Contributions from acquisitions like Centerpointe and Penn and Phipps boosted income.
Manulife US REIT's (MUST) net property income (NPI) rose 33.8% YoY to $37.74m in Q2 from $28.21m in the same period last year, an announcement revealed. Revenue rose 33.2% to $45.02m from $59.96m over the same period.
In the first half of the year, NPI surged 30.8% YoY to $72.46m in H1 2019 from $55.42m. Revenue also jumped 30.8% YoY to $72.36m from $88.45m.
The strong half-year performance growth was mainly attributed to contributions from Centerpointe which the REIT acquired on 10 May, as well as from Penn and Phipps which it bought on 22 June last year.

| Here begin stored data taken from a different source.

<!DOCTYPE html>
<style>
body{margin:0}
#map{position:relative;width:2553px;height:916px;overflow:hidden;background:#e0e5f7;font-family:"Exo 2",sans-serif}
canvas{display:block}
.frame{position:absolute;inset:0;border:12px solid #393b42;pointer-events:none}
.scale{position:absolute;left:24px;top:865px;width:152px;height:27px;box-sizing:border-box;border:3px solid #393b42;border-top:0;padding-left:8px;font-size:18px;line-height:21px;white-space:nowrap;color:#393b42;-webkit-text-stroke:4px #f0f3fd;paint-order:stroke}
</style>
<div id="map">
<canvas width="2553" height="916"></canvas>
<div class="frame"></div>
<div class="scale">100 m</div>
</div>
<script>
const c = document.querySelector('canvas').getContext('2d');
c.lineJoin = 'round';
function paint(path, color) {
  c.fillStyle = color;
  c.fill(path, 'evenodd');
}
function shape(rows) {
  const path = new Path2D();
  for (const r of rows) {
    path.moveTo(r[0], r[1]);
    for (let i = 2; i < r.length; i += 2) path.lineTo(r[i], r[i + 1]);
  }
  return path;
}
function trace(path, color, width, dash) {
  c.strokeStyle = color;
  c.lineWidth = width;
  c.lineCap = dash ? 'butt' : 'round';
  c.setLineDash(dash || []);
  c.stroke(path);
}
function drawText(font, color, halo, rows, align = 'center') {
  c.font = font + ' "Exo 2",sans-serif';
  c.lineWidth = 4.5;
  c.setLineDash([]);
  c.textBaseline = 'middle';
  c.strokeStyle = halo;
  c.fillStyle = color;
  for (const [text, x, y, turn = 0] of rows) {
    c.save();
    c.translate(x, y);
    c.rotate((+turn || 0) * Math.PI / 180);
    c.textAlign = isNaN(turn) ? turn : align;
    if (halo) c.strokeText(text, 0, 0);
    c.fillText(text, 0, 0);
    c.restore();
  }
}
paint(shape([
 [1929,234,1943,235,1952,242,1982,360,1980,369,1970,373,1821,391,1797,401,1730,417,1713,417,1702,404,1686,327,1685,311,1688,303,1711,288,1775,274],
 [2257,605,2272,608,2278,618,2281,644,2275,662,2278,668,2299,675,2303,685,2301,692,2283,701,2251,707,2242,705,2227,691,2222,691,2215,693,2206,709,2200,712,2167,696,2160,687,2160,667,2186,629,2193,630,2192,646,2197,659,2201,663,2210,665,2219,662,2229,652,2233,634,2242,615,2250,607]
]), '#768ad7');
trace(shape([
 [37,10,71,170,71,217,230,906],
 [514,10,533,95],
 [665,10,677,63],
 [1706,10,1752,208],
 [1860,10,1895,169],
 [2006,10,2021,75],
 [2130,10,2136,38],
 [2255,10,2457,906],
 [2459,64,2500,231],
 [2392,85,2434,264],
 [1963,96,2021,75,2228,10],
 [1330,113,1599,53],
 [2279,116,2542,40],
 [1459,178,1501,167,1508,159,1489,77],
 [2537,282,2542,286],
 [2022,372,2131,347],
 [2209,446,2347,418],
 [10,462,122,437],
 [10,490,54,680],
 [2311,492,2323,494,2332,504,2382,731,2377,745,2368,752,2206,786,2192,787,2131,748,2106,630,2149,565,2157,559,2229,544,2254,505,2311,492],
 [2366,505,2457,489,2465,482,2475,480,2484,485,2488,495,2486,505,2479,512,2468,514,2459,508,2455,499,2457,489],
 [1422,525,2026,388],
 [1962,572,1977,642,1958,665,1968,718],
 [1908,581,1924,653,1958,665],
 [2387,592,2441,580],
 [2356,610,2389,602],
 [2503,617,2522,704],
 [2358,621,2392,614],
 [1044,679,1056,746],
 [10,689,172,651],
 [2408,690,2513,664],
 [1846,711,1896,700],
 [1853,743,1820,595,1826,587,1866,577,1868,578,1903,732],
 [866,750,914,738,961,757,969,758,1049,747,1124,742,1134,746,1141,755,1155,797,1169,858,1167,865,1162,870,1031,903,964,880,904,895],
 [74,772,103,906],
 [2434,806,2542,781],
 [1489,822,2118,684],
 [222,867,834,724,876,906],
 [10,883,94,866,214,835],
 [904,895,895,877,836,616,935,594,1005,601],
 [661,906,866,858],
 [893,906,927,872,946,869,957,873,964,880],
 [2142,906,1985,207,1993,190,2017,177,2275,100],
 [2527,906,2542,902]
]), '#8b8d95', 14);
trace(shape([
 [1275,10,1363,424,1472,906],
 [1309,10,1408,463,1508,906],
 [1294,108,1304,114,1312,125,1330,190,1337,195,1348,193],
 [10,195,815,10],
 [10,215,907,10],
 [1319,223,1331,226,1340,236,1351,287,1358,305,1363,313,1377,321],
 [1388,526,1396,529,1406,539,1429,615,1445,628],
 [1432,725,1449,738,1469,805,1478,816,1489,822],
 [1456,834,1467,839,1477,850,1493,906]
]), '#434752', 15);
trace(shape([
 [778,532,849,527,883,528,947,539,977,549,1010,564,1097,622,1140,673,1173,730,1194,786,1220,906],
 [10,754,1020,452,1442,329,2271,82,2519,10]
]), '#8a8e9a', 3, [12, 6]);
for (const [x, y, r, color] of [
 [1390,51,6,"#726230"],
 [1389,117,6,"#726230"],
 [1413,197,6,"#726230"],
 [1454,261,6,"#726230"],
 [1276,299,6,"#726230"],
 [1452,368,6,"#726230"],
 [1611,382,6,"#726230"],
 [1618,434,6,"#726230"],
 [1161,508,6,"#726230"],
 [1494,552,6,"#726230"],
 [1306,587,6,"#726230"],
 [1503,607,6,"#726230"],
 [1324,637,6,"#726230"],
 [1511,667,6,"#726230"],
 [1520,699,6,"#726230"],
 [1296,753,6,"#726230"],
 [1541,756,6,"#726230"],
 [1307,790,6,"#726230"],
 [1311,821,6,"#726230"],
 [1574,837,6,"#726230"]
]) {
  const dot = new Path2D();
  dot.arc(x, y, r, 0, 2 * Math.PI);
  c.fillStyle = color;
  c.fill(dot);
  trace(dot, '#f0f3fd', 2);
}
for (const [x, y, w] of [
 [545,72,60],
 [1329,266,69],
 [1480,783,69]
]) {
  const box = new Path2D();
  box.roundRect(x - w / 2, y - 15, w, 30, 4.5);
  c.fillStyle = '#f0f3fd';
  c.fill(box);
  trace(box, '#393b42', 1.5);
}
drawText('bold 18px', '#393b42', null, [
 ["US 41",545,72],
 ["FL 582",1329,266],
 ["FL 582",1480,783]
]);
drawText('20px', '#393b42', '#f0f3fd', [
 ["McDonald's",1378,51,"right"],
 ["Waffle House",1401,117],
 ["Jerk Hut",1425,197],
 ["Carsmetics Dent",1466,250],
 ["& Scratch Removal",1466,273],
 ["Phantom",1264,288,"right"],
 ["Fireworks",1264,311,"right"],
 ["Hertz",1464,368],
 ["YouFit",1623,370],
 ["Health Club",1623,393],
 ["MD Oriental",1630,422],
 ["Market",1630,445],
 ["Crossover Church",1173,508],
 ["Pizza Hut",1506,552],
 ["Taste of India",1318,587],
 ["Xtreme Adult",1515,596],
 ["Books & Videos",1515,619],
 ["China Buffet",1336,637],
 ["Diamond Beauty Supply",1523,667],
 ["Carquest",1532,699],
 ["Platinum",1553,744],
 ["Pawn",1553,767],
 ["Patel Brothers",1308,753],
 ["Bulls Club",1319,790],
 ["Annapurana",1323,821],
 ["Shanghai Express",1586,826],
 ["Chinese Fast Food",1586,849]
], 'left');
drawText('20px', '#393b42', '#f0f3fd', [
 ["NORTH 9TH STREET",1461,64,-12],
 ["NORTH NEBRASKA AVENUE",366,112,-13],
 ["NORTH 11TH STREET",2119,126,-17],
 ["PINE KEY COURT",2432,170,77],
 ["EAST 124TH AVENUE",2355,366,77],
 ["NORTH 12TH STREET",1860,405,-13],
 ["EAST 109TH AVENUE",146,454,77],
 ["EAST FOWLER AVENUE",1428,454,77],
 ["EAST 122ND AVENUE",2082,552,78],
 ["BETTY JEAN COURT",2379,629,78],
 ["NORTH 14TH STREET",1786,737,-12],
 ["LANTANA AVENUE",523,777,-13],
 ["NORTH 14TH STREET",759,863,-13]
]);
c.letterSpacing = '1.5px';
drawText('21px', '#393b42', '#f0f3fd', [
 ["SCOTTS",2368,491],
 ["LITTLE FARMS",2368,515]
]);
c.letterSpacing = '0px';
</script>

This increased their property operating expenses by 31.1% YoY to $42.92m for H1 2019. Finance expenses also increased 60.8% YoY to $16.75m due to additional loans incurred to partially finance the new acquisitions.
Meanwhile, net income decreased 45.5% YoY to $22.98m, as unrealised fair value loss on derivatives and investment properties of $1.25m and $20.63m, respectively.
The latter, compared to the fair value loss on investment properties in H1 2018 at $13.57m was largely due to a larger increase to capital expenditures and leasing costs than in appraised fair values. The former was due to change in fair value from the movements in market interest rates.
The recognition of unrealised fair value loss on investment properties resulted in a reversal of deferred tax expenses causing a 65.5% YoY decrease in tax expense at $3.60m.
In addition, the net income available for distribution to unit holders was at $22.98m, 45.5% lower than the previous year due to higher net property income.
The firm also reported a committed occupancy of 97.2% and a weighted average lease expiry of 6.2 years by net lettable area as of 20 June.